Pollino und Piana di Sibari: Von der Hartnäckigkeit der Natur zum Land der griechischen Mythen
Der Pollino ist eine Gebirgsregion mit mächtigen und vielschichtigen Eigenschaften, die sich in einer Seltenheit der Natur, die zum Wahrzeichen des gleichnamigen Nationalparks geworden ist, perfekt zusammenfassen lassen: die Schlangenhaut-Kiefer. Wie das Land, in dem sie lebt, nimmt sie außergewöhnliche Formen harter Majestät an, verdreht und stark, mit Ausdruck von Energie und wildem Widerstand. Der Pollino mit seinen Gipfeln, seinen uralten Buchenwäldern, die zum Weltnaturerbe gehören, und seinen Wasserläufen, die sich ideal für Rafting eignen, ist wie dieser seltsame Baum, der zu einem Symbol geworden ist. Wenn man sich ihm diskret nähert, vielleicht auf einem der vielen Wanderwege, kann man seine einzigartige Schönheit erfassen, die unversehrten Zeichen erkennen, die im Laufe der Zeit entstanden sind, und die Hartnäckigkeit der Natur und der Menschen an diesen Orten schätzen. Die Grenze zwischen dem Pollino und der Sila, als Kontrast zur Landschaft Kalabriens, bildet die breiteste Ebene der Region, die Piana di Sibari, die ihren Namen einer der berühmtesten Städte der Magna Graecia verdankt. Sie ist ein fruchtbares Land des Obstes (man denke nur an die hervorragenden Zitrusfrüchte) und der Mythen der Zivilisation.

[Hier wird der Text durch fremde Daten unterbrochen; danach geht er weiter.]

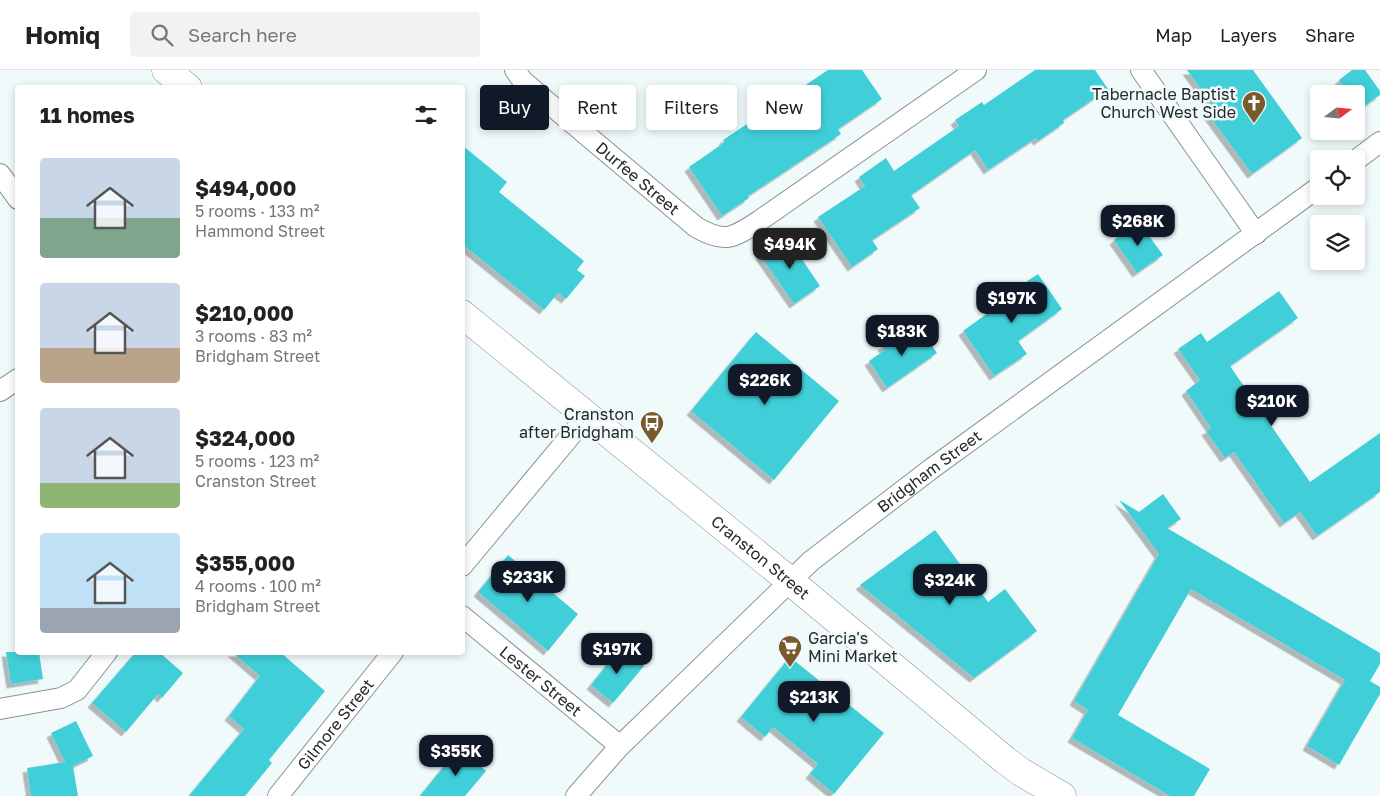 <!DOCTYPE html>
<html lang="en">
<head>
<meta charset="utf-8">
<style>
  :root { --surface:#fff; --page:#f2f2f2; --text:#222; --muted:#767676; --line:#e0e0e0; --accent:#111827 }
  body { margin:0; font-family:"Golos Text",sans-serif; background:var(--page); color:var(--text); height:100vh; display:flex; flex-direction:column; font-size:19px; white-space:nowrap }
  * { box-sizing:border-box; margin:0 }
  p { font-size:16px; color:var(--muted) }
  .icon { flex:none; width:28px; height:28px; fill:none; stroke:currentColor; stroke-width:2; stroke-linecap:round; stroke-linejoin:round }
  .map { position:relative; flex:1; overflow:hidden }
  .panel { position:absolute; left:15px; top:15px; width:450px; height:570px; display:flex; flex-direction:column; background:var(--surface); border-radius:5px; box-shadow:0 2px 8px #0003 }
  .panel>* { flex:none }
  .banner { position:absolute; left:480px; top:15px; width:475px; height:45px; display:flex; gap:10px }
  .needle { width:32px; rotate:74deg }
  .tools { position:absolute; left:1310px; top:15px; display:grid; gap:10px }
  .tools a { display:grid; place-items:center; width:55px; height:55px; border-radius:5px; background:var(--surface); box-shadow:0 2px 8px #0003; font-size:25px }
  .price { position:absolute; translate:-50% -42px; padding:0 11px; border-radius:10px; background:var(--accent); color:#fff; font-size:16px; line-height:32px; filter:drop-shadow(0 1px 2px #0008) }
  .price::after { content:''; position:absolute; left:50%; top:30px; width:15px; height:11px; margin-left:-8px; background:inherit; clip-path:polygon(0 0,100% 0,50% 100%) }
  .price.active { background:#222; color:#fff }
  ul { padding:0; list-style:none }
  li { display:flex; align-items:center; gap:15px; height:125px; padding:0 25px }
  li span { display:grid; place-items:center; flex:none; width:140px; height:100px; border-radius:5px; color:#555 }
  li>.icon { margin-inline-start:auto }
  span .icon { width:60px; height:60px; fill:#fffc; stroke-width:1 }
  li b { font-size:21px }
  h2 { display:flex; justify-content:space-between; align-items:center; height:60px; padding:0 25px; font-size:21px }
  .pill { padding:0 18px; border-radius:5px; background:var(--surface); box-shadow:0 2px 8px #0003; font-size:18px; line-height:45px }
  .pill.active { background:var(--accent); color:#fff }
  header { display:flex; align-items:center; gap:30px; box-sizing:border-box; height:70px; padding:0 25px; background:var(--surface); border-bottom:1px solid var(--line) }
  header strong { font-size:24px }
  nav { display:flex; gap:28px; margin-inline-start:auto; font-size:18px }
  .search { width:350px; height:45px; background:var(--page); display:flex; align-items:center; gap:12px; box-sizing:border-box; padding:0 18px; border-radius:5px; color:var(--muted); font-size:19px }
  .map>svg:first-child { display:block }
  .building { fill:#40cfd8; filter:url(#shadow) }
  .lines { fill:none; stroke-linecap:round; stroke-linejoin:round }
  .street-casing { stroke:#899393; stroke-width:22 }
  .secondary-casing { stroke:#899393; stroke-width:29 }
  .street { stroke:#fff; stroke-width:20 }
  .secondary { stroke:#fff; stroke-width:28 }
  .labels { text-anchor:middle; stroke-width:5; stroke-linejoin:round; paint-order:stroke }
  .poi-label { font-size:16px; fill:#252929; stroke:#f0fafb; text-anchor:end }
  .street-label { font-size:16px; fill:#252929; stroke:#f0fafb }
</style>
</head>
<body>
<header>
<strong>Homiq</strong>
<div class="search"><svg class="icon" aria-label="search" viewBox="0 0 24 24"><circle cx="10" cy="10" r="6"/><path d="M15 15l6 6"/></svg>Search here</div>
<nav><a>Map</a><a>Layers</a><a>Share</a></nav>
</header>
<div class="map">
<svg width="1380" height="726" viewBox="0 0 1380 726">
  <defs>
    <filter id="shadow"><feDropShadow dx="-4.5" dy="4.5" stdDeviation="0" flood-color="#0004"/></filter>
  </defs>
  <rect width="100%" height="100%" fill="#f0fafb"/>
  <path class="building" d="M828,0H862L882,29L838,59L841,64L748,126L749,128L722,146L689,97L725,72L723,70Z
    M1035,0H1095L1108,19L1063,50L1064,53L1038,71L1036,68L988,100L975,80L911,125L920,138L872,170L878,179L852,197L818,147L865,116L859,107L886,88L894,101L959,56L955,50L982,32L984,35Z
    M1187,0H1253L1302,68L1252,104L1205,40L1212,35Z
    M1352,0H1365L1380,21V25L1360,39L1356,33V24H1349L1339,10Z
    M462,75L507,112L499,122L584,191L577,200L585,206L566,229L558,223L544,240L462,174Z
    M1138,151L1163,185L1137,203L1114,170Z
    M787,167L820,216L794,234L760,185Z
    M1038,204L1062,239L1018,271L1027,284L994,306L963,261L1010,227L1008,224Z
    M1279,221L1298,248L1230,296L1310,412L1380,363V422L1317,466L1300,442L1284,453L1234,382L1225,388L1206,361L1211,358L1186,321L1200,310L1178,279L1201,263L1207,272Z
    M919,257L937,283L887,318L869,291L885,280L882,276L899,265L902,268Z
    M756,262L839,331L774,410L691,341Z
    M1163,424L1181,449L1167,458L1380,583V594L1370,611L1380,617V624L1339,695L1307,676L1345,610L1191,519L1118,645L1210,699L1194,726H1170L1072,668L1088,640L1074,631L1159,484L1119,430L1139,442Z
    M935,460L988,532L1005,519L1037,561L974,608L860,515Z
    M508,485L578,544L548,581L478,522Z
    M621,577L644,596L613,633L591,615Z
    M6,582H39L43,609L11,614Z
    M136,582H159L183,603L162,628L158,624L126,662L92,633Z
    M232,582H280L325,621L269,690L272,693L245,726H189L244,659L229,646L260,606Z
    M790,587L884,663L834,724L810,704L818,694L773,657L765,667L741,647Z
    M76,651L93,686L73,696L78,726H31L27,698L65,692L51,663Z
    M459,678L486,701L465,726H420Z"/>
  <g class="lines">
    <g class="street-casing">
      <g id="street">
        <path id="s1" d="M515,0L522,10L546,31L696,157C725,174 733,168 759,151L976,0"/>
        <path d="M1141,0L1256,164"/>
        <path d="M1356,90L1380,72"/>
        <path d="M0,104L18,129"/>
        <path d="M0,321L18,309"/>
        <path d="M462,496L587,346"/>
        <path id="s2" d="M462,546L620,676"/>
        <path d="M0,639L61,628L77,620L107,582"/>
        <path id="s3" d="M278,726L393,582"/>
        <path id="s4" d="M576,726L620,676L811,491L931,399L1319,117"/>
      </g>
    </g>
    <g class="secondary-casing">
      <g id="secondary">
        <path d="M166,0L188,18"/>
        <path id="s5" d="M462,244L790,511L1005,690L1021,702L1062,726"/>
      </g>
    </g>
    <use href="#street" class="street"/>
    <use href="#secondary" class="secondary"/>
  </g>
  <defs>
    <g id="church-pin" transform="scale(1.25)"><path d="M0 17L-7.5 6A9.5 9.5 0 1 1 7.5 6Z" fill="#79592e" stroke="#f0fafb"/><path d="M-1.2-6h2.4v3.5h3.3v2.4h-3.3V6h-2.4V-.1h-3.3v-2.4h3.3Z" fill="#fff"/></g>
    <g id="bus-pin" transform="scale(1.25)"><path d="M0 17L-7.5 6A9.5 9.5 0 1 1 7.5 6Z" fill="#79592e" stroke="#f0fafb"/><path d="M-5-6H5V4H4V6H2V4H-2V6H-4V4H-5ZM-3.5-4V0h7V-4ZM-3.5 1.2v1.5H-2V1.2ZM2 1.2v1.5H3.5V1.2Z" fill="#fff"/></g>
    <g id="supermarket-pin" transform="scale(1.25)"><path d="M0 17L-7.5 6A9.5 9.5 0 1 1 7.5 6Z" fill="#79592e" stroke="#f0fafb"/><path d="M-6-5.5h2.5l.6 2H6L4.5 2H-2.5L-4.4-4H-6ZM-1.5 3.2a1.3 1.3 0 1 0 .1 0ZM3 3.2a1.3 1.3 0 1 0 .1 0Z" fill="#fff"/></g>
  </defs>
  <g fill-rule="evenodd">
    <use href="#church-pin" x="1254" y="33"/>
    <use href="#bus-pin" x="652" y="353"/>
    <use href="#supermarket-pin" x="790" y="577"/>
  </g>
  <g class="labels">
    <g class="poi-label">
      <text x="1236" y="30">Tabernacle Baptist<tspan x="1236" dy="18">Church West Side</tspan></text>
      <text x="634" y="350">Cranston<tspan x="634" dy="18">after Bridgham</tspan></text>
      <text x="808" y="574" text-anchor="start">Garcia's<tspan x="808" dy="18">Mini Market</tspan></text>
    </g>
    <g class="street-label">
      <text dy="6" stroke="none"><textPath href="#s1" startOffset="164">Durfee Street</textPath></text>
      <text dy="6" stroke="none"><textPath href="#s4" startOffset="481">Bridgham Street</textPath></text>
      <text dy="6" stroke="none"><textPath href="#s5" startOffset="385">Cranston Street</textPath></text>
      <text dy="6" stroke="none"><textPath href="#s2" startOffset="102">Lester Street</textPath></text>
      <text dy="6" stroke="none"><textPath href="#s3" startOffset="92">Gilmore Street</textPath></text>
    </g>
  </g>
</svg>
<div class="tools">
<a><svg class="needle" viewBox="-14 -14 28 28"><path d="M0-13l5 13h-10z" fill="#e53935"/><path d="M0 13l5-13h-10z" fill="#767676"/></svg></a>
<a><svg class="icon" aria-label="locate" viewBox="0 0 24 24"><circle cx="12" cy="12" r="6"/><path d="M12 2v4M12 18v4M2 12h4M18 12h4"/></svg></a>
<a><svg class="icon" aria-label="layers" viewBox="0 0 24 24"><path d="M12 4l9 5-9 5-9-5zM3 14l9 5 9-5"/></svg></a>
</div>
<b class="price" style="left:1138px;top:177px">$268K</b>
<b class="price active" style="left:790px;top:200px">$494K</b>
<b class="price" style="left:1012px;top:254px">$197K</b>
<b class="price" style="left:902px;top:287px">$183K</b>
<b class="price" style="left:765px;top:336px">$226K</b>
<b class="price" style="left:1272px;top:357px">$210K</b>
<b class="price" style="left:528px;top:533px">$233K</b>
<b class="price" style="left:950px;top:536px">$324K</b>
<b class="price" style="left:617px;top:605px">$197K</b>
<b class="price" style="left:814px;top:653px">$213K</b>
<b class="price" style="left:456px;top:707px">$355K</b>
<div class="banner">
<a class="pill active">Buy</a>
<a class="pill">Rent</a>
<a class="pill">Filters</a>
<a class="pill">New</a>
</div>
<section class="panel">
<h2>11 homes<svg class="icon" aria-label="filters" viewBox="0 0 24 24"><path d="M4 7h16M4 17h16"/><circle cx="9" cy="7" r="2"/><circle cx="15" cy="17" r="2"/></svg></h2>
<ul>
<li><span style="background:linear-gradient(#c9d6e8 60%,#7fa58c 0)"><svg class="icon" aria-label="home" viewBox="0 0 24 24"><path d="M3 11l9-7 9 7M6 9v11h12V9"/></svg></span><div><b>$494,000</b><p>5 rooms · 133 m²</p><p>Hammond Street</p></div></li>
<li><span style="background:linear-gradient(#c9d6e8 65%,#b9a48a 0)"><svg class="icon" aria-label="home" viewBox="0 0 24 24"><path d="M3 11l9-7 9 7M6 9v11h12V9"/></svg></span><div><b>$210,000</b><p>3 rooms · 83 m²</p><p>Bridgham Street</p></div></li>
<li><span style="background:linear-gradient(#c9d6e8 75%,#8fb573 0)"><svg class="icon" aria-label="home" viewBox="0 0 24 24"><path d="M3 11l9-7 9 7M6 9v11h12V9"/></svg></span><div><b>$324,000</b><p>5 rooms · 123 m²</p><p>Cranston Street</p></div></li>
<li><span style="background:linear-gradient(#bfe0f5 75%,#9aa5b1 0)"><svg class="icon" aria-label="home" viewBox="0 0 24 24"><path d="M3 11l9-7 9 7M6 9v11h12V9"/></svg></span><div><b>$355,000</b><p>4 rooms · 100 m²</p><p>Bridgham Street</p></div></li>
</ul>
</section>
</div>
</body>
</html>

Kalabrische Visionen und Kontraste: Wo Gott Spaß daran hatte, verschiedene Welten miteinander zu vermischen
Um die Besonderheiten der kalabrischen Landschaft zu beschreiben, verweisen mehrere Autoren auf Gott, den Gott der Vielfalt, der Besonderheiten, die jedem Land gegeben sind, auf die leichten oder extremen Launen der Schöpfung. In der Tat gibt es in dieser Region so viele und vielfältige Landschaftsformen, dass es schwierig ist, eine erschöpfende Bestandsaufnahme zu machen oder auch nur zu versuchen, sie zusammenzufassen. Man verlässt sich also nicht auf Orte, sondern auf Gefühle, auf die Empfindungen, die durch die Ansichten hervorgerufen werden, die von der unerwarteten Sanftheit bis zur absoluten Härte bestimmter Landstriche reichen, von der Bewunderung für die Ausdrucksformen der Natur bis zum Erstaunen über die des Menschen mit seinen einfachen oder mutigen Ansiedlungen, vom Trost der reinen Schönheit bis zur heimtückischen Faszination der weiten Wildnis, die für die Beine und das Herz fast unerreichbar ist.